▶ YOUR TASK
Pick each line that has "heading" out of the records.

Records from a data collection:
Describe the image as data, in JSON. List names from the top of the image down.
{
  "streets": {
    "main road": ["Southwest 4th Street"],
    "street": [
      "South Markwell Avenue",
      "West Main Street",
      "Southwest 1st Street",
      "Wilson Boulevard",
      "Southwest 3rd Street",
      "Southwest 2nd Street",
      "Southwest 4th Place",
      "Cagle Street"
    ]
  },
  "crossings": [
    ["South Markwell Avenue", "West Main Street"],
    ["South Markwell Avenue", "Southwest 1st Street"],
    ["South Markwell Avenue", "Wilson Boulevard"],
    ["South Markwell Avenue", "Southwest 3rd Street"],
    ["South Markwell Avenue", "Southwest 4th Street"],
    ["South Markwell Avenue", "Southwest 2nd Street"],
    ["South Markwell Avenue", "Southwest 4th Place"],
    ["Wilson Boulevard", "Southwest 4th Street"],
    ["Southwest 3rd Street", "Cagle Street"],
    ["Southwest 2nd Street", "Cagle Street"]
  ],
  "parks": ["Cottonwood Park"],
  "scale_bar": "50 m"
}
--
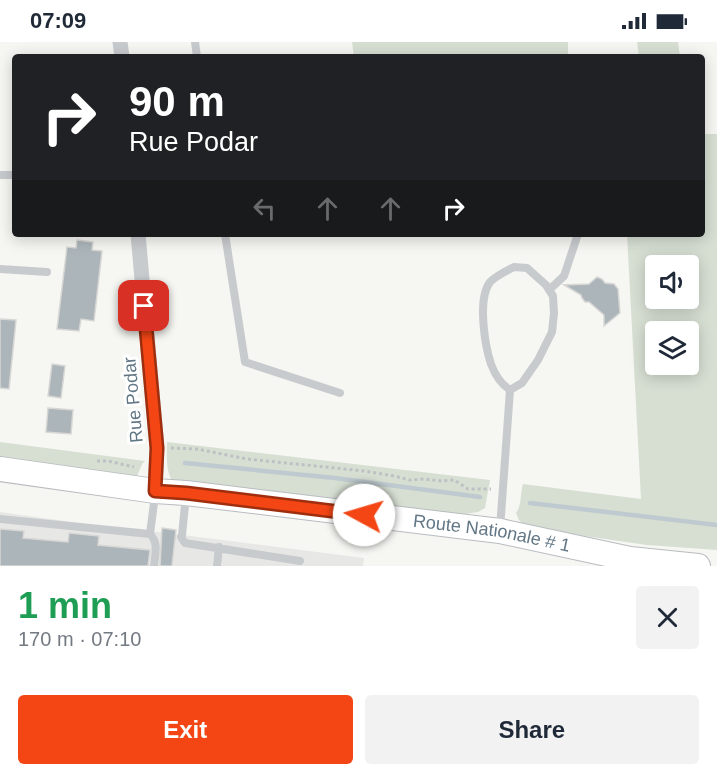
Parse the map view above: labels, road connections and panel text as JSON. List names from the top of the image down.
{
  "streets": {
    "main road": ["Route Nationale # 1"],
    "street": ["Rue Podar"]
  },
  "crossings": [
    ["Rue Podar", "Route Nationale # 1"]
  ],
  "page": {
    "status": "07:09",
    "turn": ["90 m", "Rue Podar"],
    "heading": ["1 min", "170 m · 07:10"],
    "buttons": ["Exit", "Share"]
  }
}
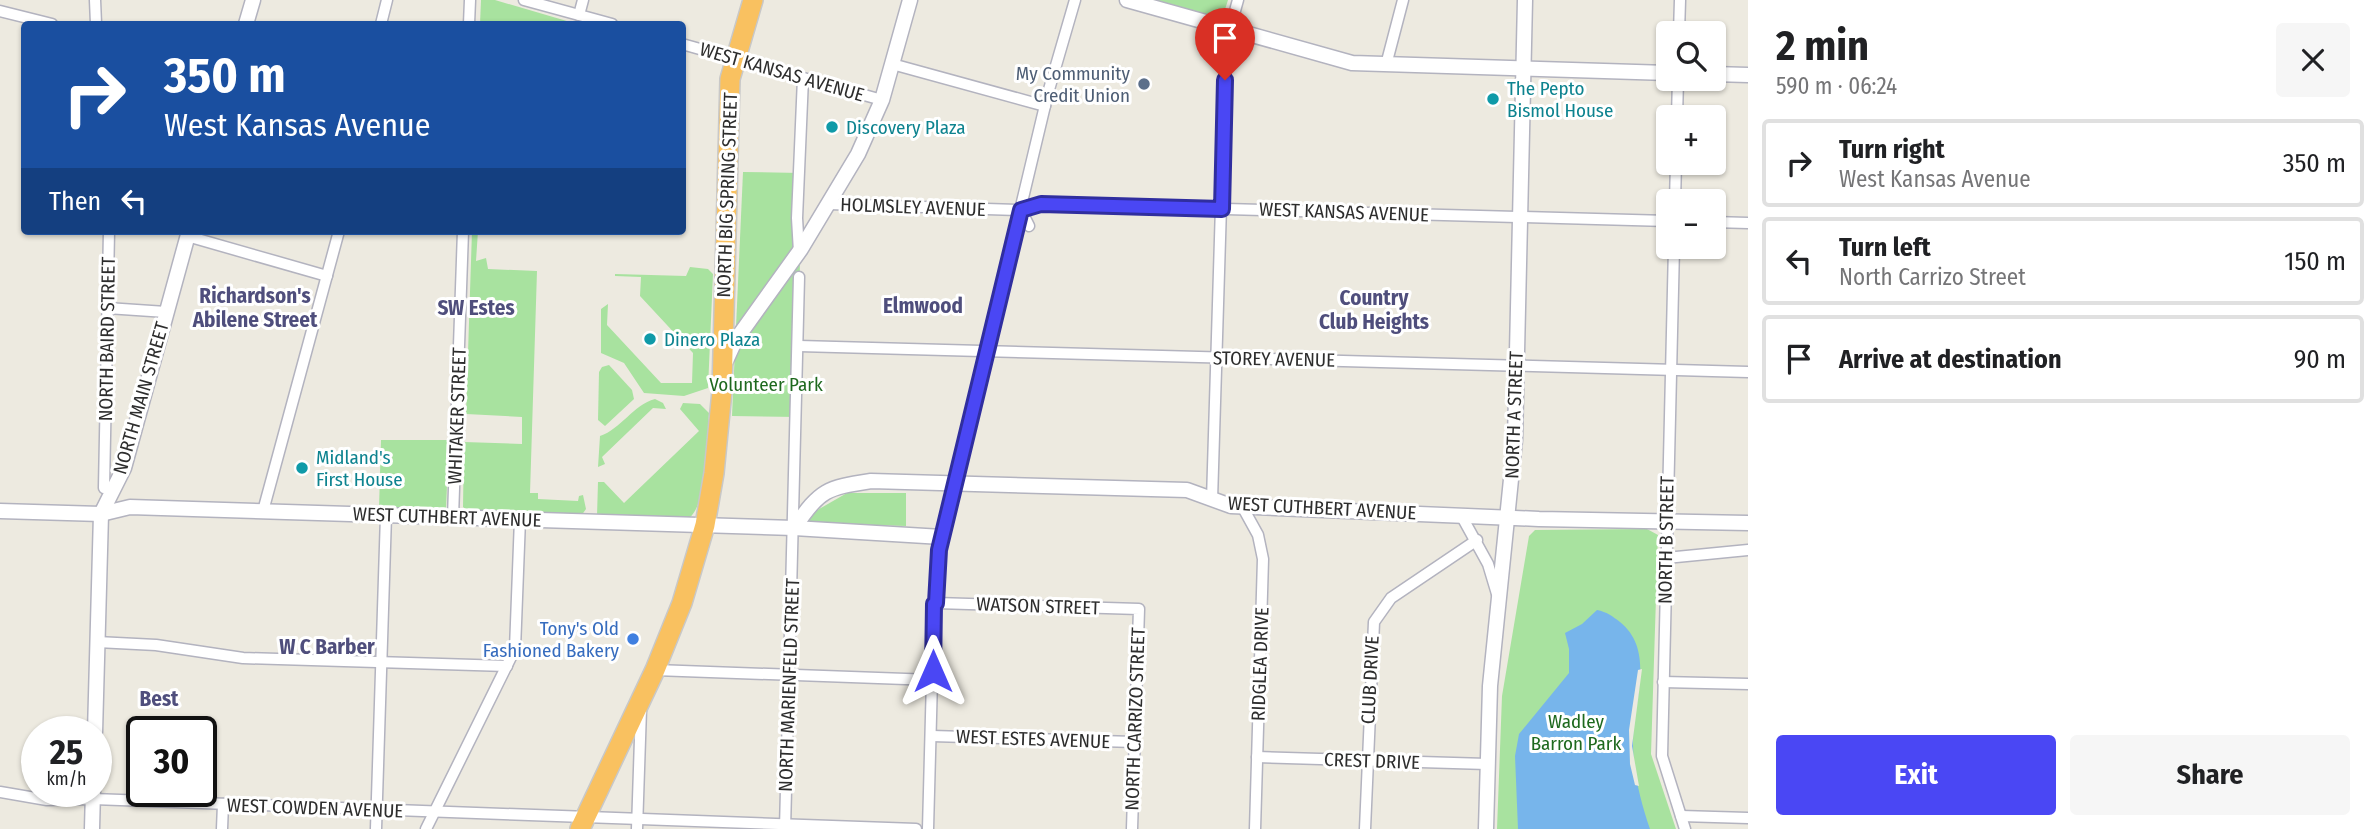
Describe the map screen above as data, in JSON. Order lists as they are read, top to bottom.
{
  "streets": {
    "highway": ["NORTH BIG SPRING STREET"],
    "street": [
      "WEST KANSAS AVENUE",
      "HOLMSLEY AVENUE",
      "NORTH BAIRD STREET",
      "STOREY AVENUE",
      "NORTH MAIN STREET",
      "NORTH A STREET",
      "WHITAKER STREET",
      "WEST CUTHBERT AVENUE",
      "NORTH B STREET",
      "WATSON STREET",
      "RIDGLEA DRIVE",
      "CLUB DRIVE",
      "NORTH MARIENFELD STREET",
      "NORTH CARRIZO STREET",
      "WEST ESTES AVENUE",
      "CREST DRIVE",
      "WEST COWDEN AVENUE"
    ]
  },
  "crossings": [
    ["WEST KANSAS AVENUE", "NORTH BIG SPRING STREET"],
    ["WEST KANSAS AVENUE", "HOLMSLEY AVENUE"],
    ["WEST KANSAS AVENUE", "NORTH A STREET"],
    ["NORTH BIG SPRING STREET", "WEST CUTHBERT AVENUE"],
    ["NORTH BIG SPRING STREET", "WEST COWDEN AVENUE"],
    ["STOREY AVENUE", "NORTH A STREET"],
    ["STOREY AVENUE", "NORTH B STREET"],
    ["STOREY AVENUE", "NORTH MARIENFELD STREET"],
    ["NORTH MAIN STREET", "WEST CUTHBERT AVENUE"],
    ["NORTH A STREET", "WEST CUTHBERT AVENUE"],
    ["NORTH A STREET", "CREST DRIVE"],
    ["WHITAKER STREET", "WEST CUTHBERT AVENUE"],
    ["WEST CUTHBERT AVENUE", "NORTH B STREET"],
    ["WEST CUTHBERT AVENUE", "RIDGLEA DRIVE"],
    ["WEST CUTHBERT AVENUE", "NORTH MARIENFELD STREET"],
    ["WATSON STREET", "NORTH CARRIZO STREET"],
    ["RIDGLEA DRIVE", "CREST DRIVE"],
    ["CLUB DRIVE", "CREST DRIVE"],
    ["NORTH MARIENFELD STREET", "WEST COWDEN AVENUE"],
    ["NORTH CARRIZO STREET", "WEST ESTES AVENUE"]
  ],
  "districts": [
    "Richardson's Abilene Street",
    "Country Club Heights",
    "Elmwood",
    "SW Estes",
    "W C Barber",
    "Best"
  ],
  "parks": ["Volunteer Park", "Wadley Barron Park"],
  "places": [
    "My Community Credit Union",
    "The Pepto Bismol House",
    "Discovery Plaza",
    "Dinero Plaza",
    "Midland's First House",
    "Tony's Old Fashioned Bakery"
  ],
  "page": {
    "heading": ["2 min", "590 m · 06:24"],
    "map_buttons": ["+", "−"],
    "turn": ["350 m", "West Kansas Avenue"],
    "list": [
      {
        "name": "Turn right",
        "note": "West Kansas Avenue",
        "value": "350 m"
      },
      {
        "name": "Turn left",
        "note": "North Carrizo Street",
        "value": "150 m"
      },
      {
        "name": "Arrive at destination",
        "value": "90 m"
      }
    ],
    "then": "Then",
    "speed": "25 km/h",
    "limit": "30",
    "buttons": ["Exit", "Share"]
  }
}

▶ EXERCISE RESULT
    "heading": ["1 min", "170 m · 07:10"],
    "heading": ["2 min", "590 m · 06:24"],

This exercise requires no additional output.